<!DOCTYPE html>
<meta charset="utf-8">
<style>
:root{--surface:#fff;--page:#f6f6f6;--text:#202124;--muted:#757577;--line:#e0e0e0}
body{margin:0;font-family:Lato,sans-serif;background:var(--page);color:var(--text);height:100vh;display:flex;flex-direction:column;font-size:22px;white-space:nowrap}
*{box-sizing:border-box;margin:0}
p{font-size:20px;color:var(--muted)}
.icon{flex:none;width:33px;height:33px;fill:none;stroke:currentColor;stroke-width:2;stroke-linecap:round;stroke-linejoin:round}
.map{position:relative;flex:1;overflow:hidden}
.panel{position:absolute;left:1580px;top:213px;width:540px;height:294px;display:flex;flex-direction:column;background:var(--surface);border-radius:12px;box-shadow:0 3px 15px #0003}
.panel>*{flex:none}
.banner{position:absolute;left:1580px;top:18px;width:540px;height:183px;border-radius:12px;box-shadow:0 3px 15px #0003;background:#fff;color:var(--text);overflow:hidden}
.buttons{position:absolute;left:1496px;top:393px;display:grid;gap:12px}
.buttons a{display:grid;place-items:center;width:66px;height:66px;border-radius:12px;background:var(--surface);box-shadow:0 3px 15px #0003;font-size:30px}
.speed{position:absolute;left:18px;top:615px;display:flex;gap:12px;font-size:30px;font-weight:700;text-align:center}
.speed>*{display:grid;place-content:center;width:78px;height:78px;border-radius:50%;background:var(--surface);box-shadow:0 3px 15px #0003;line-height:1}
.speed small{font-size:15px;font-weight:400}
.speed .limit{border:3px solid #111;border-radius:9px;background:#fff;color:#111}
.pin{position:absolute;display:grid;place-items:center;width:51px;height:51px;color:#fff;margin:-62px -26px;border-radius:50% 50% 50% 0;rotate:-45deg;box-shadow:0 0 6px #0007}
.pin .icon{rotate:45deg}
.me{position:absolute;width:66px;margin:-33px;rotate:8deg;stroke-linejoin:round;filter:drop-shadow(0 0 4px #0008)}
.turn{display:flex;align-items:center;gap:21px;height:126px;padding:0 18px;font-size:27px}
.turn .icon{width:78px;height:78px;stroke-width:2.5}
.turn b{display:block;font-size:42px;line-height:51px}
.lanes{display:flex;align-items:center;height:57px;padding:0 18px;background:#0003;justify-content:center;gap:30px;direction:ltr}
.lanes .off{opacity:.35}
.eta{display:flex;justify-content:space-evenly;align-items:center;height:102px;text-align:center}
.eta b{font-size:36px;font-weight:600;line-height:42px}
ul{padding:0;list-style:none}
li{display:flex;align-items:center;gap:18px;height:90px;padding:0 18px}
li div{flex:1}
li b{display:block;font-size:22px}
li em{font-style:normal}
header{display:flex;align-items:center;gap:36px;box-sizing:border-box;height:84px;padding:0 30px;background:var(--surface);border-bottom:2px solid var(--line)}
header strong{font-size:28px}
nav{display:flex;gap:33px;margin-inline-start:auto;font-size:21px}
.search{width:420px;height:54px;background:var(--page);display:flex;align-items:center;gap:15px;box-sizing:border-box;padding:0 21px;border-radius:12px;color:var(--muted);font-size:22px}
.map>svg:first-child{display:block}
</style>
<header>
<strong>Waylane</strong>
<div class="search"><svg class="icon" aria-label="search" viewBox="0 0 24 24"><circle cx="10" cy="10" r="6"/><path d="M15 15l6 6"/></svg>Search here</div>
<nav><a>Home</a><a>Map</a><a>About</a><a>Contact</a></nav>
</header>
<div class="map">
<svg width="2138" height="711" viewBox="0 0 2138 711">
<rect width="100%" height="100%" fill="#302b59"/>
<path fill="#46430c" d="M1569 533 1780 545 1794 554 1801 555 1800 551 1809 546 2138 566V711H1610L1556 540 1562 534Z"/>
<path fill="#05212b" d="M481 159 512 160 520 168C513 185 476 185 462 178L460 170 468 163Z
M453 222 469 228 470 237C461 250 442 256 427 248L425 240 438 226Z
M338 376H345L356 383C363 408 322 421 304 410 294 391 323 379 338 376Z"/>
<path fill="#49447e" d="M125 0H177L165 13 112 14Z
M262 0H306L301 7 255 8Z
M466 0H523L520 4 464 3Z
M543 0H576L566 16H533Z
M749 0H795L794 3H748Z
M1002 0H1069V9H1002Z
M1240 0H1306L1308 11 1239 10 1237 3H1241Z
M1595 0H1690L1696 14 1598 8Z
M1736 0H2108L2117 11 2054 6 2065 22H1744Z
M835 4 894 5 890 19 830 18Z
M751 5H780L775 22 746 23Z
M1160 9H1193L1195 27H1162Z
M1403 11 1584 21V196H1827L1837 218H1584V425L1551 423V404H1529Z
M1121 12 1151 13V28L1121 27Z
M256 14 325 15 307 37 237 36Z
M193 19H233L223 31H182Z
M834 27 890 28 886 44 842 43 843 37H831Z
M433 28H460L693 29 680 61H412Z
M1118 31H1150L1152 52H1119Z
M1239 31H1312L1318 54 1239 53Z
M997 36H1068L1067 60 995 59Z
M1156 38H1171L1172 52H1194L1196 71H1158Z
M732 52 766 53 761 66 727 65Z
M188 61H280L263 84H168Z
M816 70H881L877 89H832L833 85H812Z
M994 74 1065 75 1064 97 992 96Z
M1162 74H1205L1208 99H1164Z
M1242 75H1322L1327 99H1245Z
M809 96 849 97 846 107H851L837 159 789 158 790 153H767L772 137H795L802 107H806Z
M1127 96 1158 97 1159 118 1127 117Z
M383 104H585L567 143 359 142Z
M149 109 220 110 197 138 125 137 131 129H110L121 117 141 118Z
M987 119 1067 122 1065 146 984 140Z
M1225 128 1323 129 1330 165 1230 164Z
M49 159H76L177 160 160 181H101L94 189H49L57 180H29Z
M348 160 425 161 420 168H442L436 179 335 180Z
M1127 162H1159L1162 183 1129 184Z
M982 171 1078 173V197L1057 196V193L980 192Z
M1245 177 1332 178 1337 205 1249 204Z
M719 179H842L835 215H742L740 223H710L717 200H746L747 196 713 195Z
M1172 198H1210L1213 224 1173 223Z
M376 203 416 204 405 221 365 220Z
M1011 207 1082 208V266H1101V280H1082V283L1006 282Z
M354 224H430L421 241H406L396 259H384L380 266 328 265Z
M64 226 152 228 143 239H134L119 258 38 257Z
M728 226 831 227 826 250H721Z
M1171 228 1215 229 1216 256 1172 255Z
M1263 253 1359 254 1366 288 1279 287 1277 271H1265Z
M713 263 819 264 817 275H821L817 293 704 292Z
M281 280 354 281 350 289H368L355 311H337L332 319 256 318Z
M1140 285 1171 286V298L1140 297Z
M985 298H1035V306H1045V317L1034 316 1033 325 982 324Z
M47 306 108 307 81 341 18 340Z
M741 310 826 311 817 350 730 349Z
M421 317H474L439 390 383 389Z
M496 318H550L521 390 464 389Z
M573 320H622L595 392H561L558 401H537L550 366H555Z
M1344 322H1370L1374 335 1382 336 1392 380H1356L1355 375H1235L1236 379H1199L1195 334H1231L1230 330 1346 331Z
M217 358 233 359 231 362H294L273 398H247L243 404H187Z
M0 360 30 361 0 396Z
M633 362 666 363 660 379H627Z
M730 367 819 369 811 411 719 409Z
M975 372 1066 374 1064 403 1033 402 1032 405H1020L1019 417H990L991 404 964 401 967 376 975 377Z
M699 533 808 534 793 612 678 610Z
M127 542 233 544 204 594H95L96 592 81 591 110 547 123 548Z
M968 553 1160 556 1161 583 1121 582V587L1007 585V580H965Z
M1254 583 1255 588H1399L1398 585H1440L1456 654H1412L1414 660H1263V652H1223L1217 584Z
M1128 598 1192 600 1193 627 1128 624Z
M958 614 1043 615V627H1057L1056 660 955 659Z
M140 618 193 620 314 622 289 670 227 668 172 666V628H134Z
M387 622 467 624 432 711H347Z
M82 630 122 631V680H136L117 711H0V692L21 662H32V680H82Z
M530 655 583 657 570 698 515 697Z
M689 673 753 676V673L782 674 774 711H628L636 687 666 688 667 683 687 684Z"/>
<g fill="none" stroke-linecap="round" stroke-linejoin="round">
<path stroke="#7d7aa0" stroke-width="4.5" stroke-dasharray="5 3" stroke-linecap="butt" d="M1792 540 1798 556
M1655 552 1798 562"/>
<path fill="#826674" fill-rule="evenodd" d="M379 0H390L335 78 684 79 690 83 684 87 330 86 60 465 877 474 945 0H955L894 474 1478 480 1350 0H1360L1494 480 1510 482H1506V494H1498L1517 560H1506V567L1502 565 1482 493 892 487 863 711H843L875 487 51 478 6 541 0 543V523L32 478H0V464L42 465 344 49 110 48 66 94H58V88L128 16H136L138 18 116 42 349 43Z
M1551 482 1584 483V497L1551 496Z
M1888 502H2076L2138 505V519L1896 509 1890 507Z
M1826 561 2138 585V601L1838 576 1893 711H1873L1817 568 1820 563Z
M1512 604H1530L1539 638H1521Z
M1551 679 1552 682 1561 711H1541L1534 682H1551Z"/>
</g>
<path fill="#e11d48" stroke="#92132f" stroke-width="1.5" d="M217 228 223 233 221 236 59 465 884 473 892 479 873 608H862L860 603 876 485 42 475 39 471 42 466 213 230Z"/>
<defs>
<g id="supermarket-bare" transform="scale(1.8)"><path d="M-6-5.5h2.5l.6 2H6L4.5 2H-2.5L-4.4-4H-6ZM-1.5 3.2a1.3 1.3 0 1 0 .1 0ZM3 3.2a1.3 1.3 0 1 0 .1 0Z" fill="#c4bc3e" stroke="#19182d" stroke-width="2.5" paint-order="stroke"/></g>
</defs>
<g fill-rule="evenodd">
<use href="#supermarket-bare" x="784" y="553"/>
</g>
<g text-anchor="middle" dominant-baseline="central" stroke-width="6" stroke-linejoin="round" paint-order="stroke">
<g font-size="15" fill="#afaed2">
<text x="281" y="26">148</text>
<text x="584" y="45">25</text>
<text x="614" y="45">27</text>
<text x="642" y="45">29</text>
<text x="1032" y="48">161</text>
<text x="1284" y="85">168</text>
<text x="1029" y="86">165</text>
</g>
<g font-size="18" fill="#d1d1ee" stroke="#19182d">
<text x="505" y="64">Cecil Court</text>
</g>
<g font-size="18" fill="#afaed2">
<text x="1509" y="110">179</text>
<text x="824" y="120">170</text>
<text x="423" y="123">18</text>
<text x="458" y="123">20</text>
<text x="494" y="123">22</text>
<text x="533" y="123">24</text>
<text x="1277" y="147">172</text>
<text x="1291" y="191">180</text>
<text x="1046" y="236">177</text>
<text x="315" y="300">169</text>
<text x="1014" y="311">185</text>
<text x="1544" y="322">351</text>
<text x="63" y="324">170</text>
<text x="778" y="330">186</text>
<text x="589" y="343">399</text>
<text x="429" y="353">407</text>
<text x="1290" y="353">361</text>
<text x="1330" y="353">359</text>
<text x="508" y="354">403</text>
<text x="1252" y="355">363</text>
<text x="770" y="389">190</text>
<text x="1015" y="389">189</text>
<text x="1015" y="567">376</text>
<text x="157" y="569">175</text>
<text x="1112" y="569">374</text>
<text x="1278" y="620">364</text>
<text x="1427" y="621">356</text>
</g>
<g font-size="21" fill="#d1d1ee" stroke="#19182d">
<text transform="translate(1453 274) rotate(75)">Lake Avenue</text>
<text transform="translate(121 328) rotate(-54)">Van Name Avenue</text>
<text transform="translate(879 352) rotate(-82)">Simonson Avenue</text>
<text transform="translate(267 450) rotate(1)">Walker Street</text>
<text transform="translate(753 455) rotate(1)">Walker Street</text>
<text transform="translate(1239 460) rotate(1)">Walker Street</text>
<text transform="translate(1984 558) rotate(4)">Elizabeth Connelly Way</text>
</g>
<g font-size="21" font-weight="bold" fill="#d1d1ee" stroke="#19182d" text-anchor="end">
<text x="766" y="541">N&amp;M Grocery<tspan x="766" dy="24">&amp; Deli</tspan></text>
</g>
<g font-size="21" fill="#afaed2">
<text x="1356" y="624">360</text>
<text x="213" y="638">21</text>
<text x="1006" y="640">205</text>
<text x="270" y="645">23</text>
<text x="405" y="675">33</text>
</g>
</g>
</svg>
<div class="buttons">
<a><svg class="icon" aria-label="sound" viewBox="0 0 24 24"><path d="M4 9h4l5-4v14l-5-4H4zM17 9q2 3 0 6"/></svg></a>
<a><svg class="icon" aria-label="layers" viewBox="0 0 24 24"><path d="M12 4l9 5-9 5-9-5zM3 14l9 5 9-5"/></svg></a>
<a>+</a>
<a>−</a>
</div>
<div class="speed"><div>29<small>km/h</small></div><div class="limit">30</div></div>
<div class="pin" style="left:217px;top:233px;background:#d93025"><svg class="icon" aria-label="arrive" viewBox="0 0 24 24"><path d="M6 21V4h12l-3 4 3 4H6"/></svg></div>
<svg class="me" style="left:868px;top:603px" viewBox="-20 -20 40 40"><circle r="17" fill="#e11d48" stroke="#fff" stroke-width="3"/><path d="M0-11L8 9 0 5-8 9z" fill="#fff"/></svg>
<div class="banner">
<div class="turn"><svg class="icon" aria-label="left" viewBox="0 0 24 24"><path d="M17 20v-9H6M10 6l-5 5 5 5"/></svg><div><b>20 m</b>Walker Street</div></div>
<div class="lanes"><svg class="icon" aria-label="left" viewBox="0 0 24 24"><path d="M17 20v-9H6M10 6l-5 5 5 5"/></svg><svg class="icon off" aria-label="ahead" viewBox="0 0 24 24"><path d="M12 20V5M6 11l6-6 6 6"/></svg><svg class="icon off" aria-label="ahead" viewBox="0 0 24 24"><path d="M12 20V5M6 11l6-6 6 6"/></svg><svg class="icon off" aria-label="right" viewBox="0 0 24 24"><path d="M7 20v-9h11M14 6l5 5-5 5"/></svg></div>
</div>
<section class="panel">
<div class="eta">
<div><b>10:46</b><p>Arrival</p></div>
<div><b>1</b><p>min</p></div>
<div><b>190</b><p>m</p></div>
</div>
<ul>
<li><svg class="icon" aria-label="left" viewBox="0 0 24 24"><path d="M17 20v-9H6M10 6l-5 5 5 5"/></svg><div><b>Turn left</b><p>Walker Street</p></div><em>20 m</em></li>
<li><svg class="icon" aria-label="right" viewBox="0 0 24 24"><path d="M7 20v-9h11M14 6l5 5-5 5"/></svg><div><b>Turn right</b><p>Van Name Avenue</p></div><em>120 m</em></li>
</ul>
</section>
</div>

*Work instructions*
Scan the entries for the word "hidden". Report each line that has it.

*Task response*
.map{position:relative;flex:1;overflow:hidden}
.banner{position:absolute;left:1580px;top:18px;width:540px;height:183px;border-radius:12px;box-shadow:0 3px 15px #0003;background:#fff;color:var(--text);overflow:hidden}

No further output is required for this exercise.